• Supplied entries:
----------

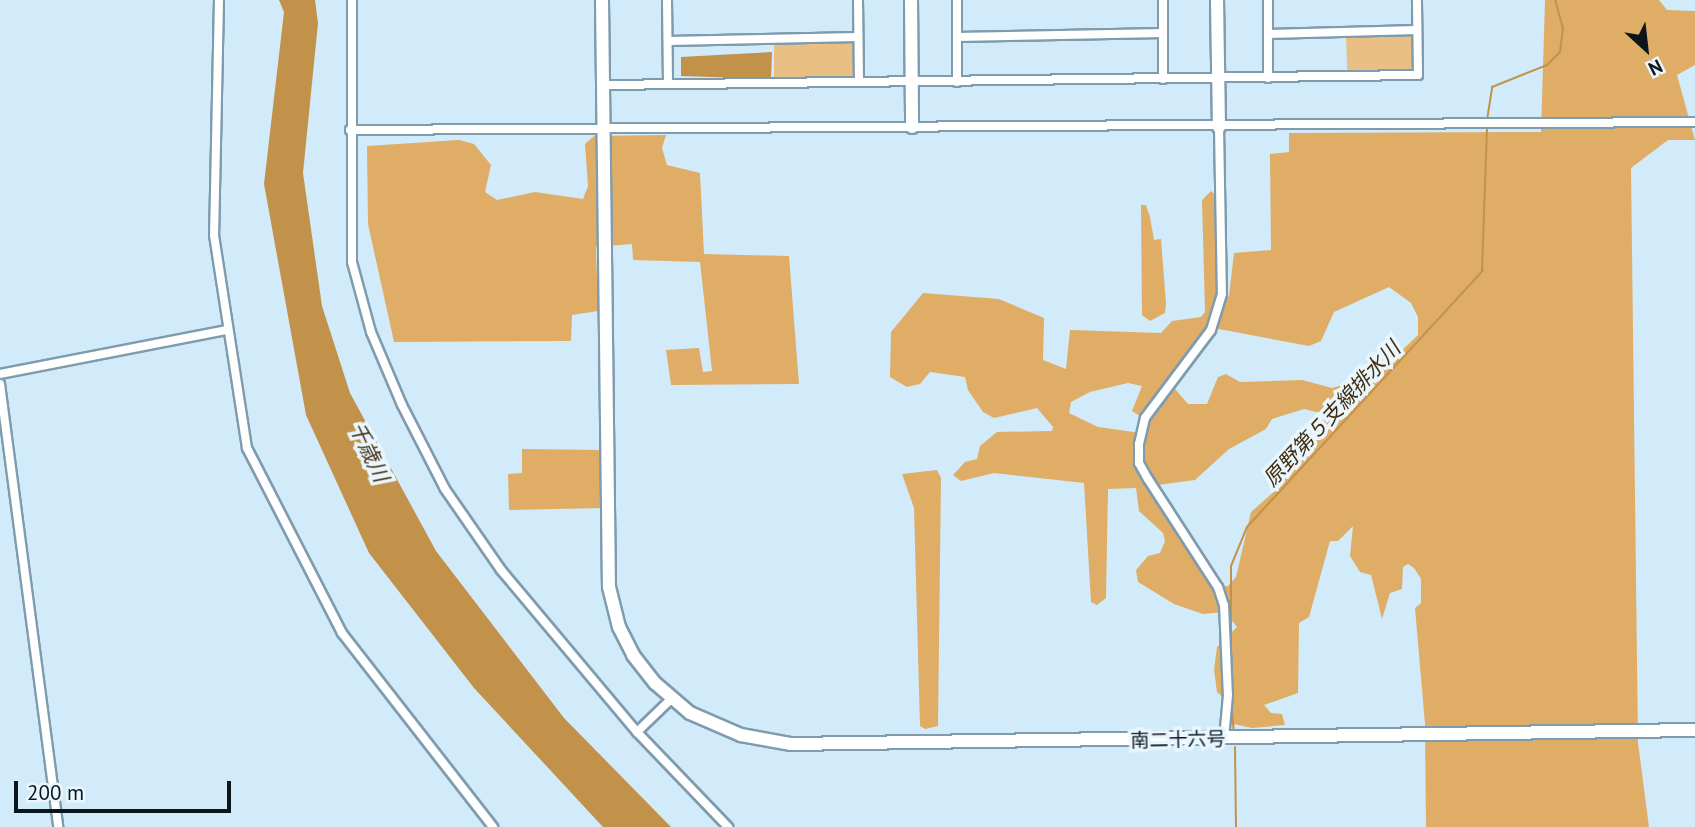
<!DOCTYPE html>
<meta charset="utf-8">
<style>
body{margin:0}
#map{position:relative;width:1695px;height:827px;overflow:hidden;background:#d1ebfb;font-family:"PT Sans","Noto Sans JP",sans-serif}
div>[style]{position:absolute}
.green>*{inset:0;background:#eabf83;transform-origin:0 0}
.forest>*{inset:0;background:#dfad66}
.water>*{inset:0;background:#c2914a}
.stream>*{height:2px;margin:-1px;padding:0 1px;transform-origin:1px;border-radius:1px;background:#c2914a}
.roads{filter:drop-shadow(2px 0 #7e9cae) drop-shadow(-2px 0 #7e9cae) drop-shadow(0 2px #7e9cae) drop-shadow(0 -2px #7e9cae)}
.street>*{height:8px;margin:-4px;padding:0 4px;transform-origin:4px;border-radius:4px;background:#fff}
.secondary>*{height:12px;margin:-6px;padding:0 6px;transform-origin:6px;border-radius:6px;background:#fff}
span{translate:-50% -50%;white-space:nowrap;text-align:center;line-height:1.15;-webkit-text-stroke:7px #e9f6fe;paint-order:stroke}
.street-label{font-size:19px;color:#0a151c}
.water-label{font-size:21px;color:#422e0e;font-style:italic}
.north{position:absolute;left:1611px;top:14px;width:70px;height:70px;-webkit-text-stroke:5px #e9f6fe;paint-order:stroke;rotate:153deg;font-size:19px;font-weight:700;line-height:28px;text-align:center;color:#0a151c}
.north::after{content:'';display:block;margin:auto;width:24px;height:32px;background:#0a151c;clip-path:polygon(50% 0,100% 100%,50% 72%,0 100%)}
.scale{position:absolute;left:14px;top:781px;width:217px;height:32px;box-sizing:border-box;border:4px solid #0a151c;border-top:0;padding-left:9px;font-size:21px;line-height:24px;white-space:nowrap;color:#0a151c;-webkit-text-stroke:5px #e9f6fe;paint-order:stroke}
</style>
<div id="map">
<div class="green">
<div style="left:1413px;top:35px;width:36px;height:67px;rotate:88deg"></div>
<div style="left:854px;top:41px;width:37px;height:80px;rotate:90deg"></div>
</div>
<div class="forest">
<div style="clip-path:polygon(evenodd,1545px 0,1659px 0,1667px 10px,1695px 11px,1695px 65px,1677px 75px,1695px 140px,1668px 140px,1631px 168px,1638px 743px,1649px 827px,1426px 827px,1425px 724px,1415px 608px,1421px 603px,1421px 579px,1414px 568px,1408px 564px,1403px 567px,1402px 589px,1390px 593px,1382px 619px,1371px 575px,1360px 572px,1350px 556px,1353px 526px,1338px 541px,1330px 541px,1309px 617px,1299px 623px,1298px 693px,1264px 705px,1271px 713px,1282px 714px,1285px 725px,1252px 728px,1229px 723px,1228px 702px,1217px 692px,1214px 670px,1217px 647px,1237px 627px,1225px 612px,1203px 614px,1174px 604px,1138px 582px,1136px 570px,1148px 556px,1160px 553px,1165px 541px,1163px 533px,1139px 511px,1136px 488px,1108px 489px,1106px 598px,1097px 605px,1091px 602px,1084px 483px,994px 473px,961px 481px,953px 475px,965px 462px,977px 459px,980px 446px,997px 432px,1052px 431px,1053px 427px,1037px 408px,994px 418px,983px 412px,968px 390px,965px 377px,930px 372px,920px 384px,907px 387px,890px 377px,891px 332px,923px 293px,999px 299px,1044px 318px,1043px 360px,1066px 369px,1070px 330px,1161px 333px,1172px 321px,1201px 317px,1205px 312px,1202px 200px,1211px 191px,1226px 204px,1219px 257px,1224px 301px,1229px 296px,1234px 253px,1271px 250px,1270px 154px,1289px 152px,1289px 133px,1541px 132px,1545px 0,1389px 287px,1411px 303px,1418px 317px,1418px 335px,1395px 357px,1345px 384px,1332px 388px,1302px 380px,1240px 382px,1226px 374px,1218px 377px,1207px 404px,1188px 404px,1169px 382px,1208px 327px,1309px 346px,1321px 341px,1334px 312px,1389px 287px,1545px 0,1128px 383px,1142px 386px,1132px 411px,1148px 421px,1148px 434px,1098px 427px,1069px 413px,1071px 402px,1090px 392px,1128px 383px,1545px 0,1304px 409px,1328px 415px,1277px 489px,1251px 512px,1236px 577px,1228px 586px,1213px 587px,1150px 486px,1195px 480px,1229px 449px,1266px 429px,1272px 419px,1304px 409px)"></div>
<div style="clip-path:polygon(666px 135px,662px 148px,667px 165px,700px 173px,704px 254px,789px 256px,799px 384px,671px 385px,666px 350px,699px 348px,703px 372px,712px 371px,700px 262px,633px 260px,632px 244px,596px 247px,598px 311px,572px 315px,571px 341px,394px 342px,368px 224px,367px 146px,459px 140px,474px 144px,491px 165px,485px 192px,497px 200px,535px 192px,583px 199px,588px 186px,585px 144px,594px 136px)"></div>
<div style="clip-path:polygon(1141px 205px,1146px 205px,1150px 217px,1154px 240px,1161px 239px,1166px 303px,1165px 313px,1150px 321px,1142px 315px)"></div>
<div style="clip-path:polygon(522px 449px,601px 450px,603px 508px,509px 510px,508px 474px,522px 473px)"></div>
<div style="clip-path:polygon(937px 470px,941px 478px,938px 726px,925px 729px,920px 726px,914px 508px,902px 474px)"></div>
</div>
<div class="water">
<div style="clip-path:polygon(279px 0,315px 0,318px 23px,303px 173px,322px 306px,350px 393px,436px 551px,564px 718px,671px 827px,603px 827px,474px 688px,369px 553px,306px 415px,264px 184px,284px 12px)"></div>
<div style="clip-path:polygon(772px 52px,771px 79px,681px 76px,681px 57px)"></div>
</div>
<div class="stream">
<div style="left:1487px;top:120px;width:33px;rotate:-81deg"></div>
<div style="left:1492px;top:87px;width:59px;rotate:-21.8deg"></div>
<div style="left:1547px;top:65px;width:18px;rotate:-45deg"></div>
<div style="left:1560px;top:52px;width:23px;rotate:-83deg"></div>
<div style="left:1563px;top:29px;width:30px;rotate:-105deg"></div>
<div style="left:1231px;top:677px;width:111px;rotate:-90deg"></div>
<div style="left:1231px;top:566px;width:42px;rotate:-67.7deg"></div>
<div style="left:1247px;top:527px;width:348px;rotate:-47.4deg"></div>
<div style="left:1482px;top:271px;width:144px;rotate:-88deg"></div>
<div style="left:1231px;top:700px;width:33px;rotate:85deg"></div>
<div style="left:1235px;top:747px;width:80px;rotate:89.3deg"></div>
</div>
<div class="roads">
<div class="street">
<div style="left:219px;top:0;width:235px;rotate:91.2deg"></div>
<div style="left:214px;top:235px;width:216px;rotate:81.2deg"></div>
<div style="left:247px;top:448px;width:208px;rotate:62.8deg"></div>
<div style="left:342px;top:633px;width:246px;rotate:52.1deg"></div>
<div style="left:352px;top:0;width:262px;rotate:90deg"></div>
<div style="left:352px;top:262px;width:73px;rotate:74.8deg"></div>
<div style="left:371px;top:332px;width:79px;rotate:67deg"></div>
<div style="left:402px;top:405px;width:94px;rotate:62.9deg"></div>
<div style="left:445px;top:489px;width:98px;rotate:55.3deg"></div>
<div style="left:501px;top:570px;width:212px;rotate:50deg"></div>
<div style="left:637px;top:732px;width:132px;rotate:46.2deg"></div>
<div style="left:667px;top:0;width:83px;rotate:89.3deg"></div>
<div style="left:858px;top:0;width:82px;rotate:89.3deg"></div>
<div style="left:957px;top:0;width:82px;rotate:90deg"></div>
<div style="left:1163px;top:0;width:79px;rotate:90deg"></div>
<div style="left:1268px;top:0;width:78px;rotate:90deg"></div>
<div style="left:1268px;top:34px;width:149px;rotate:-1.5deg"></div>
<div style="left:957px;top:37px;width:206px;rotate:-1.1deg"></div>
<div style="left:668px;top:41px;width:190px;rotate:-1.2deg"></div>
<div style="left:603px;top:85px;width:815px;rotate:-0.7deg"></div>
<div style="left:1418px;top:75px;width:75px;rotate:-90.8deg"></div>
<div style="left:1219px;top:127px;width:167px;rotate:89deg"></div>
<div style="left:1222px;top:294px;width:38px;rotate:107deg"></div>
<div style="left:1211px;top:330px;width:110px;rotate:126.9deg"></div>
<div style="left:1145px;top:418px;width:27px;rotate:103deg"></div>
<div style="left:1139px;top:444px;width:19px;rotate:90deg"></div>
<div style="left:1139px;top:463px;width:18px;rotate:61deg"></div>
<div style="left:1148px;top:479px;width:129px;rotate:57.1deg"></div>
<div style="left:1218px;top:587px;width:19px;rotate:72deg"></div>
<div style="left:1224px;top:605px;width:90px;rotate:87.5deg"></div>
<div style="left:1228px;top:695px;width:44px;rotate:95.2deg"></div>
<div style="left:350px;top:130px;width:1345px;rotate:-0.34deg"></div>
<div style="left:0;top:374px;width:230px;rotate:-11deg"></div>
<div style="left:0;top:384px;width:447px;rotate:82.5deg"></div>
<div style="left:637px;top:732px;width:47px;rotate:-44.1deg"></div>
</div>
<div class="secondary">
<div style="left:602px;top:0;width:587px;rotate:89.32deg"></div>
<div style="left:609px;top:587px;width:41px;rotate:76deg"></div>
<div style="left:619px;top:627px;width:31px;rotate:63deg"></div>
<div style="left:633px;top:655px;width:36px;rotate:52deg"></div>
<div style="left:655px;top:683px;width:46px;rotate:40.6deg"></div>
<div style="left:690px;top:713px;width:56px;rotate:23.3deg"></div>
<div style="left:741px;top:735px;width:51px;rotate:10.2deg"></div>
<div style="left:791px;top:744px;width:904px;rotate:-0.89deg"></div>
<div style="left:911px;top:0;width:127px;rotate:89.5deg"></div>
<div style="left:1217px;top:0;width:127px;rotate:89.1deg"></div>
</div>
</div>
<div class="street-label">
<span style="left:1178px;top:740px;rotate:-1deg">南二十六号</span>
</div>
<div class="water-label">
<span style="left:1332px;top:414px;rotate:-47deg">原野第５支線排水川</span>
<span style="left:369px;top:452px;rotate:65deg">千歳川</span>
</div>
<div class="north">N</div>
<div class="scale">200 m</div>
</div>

----------

• Problem to work on: Repeat only the lines from the beginning of the material through the line containing "0 #7e9cae) drop-shadow(-2px", both ends kept, leaving pictures out.

• Task result:
<!DOCTYPE html>
<meta charset="utf-8">
<style>
body{margin:0}
#map{position:relative;width:1695px;height:827px;overflow:hidden;background:#d1ebfb;font-family:"PT Sans","Noto Sans JP",sans-serif}
div>[style]{position:absolute}
.green>*{inset:0;background:#eabf83;transform-origin:0 0}
.forest>*{inset:0;background:#dfad66}
.water>*{inset:0;background:#c2914a}
.stream>*{height:2px;margin:-1px;padding:0 1px;transform-origin:1px;border-radius:1px;background:#c2914a}
.roads{filter:drop-shadow(2px 0 #7e9cae) drop-shadow(-2px 0 #7e9cae) drop-shadow(0 2px #7e9cae) drop-shadow(0 -2px #7e9cae)}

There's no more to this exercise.